I want to write facilities for outputting in TeX/LaTeX my objects. I am
trying to port GAP code and my objects could be things like character
tables, polynomials, matrix of polynomials, etc… The main purpose of
LaTeX facilities would be to prepare presentations/papers from julia
computations.
With the philosophy I know, I would design this as follows:
-
a function
stringlatex
for each type, which would build the LaTeX output
recursively — for instance a matrix of Laurent polynomials would give\begin{array}{cc}\\ x^{10}+1 & y-2\\ y^{-5}+1 & x-y\end{array}
where
stringlatex
for a matrix calls itselfstringlatex
on each entry. -
a function
latex
which would in jupyter display the LaTeX inline and in
the Repl would call latex/xdvi or pdflatex/xpdf.
The main purpose of latex
would be mainly to check the output from
stringlatex
, but it could also serve as a display
function sometimes.
It seems in julia print functions are the primordial form for output and
string functions are derived from them, which seems a little more
complicated than the other way:
-
from string you can derive print as
write(string(x))
-
but from
print
to derivestring
you need more complex code as you can
see by looking at the source ofprint_to_string
Note added later: I discovered that there is an sprint
function which
can derive a string
function from any print
function: why is not
string
defined as sprint(print,...)
?
Looking at the source, it seems that everything is derived at the bottom
from show
with some options — this is good: all formatting routines
have the same recursive logic, so this way they can share code. Thus I
explored how to pass options to show
and I found two ways:
-
build an
IOContext
with a specific option, likeLaTeX=>true
-
use a mime-type:
show(io,"application/x-latex",x)
and here I got very confused: which I should use? What is the relationship
between IOContexts
and mime-types?
These questions started me on exploring further the output facilities of
julia which left me even more confused.
From my background in the 15 programming languages I learned along the
years (I am 67) I see 3 basic forms of print/string
functions which are
necessary in a language (of course there are other ones like
“export-to-latex” which is my current interest, but you may want also
“export-to-html” or “export-to-xxx” where xxx is anything you may think of:
R, Mathlab, Maple, Mathematica, etc…)
1- default output at the repl. This could have a ‘compact’ mode and a
‘verbose’ mode.
2- A way to print a representation which can be read back — in the
context of julia this means deriving from an object x a string s such
that eval(parse(s))=x
3- A ‘display’ function which would show an object in the most enlightening
way possible. For example, for a character table it would be a big
square matrix with labels on the rows and columns (perhaps several rows
of labels on the columns for the class names, class sizes, powermap,
etc…).
An for each of these modes there would be a string function and a print
function.
There is a ‘display’ function in julia, which seems to fit my requirement
3, but I could not find anything which fits items 1 or 2.

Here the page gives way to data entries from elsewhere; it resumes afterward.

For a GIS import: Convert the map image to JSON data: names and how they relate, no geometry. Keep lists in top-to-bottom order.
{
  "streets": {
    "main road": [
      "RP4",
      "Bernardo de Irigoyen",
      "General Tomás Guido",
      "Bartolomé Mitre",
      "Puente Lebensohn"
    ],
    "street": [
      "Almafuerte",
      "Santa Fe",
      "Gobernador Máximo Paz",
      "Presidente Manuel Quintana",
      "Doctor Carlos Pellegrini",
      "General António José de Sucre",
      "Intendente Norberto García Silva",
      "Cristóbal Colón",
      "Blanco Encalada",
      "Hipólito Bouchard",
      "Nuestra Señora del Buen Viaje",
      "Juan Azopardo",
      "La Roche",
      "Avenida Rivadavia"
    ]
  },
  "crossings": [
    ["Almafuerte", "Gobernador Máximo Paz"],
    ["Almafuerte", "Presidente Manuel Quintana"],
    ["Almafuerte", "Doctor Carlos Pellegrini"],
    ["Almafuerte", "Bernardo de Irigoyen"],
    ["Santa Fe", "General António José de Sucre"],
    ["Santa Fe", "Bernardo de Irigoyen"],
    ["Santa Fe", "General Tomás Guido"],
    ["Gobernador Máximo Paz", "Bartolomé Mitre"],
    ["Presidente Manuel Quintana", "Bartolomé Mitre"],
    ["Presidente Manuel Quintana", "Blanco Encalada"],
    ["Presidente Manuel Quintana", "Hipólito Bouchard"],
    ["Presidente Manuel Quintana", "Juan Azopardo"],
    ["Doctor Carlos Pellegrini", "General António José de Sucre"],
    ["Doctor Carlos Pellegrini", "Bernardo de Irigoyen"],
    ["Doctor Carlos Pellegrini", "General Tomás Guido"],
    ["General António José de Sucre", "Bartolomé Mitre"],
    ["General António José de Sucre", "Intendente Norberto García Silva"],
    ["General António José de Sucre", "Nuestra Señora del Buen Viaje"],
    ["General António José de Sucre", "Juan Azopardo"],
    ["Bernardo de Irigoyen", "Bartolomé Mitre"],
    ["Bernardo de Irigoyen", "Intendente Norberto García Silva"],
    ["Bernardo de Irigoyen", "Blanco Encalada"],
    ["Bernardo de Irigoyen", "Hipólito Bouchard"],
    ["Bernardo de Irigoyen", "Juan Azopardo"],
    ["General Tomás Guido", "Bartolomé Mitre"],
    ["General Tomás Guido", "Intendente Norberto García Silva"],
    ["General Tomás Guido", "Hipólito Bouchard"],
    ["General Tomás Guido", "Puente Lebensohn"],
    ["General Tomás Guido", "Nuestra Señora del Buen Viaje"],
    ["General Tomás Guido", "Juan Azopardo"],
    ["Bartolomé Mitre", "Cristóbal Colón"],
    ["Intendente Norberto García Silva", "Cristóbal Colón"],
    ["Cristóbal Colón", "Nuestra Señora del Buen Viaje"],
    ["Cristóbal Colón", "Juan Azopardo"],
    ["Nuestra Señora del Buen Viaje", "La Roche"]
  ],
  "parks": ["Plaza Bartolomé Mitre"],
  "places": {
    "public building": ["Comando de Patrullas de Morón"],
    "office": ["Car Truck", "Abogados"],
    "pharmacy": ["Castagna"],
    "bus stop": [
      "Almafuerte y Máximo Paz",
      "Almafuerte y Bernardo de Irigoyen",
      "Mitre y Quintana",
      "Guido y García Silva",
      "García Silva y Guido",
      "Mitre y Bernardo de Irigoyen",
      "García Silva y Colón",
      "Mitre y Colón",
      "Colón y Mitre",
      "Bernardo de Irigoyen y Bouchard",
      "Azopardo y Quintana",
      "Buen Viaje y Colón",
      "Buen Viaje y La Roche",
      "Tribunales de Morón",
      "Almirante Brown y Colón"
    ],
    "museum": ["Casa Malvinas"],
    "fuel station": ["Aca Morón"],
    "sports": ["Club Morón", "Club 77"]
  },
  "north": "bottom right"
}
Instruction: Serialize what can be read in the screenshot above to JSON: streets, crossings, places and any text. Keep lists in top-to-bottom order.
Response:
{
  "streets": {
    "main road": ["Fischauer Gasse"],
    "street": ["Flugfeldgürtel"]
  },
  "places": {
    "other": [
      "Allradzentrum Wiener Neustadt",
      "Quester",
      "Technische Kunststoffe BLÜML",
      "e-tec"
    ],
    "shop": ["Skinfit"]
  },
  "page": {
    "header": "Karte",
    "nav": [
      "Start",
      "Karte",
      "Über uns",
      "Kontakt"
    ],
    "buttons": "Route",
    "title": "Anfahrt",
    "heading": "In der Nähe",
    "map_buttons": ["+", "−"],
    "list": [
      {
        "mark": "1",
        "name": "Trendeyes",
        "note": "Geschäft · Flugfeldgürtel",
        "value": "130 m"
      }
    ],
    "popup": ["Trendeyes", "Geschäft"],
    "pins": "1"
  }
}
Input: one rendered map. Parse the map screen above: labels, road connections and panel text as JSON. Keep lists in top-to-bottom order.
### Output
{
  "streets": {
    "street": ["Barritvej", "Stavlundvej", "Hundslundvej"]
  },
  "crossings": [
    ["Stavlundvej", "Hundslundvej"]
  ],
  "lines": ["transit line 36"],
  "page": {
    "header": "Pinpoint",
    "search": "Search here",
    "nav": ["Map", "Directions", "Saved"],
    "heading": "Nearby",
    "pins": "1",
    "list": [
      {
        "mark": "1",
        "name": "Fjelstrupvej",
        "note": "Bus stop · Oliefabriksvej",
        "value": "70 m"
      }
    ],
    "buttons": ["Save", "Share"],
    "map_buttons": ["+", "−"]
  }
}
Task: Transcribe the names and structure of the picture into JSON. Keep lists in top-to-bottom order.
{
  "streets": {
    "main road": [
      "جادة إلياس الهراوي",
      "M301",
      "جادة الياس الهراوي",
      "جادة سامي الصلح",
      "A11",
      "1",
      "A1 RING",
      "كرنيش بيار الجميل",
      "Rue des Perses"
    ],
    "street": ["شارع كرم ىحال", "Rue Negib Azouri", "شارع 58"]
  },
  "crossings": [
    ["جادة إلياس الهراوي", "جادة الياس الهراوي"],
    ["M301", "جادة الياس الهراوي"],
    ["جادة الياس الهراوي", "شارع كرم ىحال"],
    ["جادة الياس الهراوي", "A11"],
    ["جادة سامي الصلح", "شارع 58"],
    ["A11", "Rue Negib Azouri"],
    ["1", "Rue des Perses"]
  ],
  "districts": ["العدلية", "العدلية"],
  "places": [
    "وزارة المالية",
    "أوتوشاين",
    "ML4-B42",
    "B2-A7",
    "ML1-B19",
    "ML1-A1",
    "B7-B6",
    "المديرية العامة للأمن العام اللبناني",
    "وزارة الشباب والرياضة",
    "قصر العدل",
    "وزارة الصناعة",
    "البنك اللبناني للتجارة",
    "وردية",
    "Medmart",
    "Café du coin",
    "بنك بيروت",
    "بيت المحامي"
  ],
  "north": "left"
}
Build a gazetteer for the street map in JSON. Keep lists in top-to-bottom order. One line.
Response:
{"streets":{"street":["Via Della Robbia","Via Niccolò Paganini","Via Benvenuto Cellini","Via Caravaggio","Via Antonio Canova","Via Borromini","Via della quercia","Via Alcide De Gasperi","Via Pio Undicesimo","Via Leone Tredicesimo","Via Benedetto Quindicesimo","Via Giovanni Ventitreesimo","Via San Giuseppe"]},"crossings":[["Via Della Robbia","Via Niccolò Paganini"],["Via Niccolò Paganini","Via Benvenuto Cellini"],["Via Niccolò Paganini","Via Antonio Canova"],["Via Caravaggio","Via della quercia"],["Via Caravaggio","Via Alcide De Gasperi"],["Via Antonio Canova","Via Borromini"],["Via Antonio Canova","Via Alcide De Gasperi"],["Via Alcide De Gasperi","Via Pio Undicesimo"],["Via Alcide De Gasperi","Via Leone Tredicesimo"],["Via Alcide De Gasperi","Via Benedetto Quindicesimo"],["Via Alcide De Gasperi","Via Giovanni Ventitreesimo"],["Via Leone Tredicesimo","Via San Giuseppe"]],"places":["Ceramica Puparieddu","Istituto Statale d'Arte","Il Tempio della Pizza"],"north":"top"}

I think a facility for 2 is needed in the context of metaprogramming (even of the
most naive sort: preparing text files containing data which can be read in
julia – I found that this is not as trivial as it seems: matrices
outputted by GAP as vectors of vectors can sometimes not be read in julia
depending on what is the last token before a line break).
-
I could not discover which function does the printing at the repl.
-
The correspondence between string and print functions does not seem to
fit any coherent naming scheme: I could discover that ‘string’ is the
string function for ‘print’ and ‘repr’ the string function for showall, but
I could not find what are the string functions for ‘show’ or ‘showcompact’. -
Also I was suprised that there is a ‘summary’ function which is a string
function and not a print function contrary to the apparent philosophy of
the other ones.
Excuse me for this long rant and if I do not use the proper terminology,
but the point is that I am here to learn.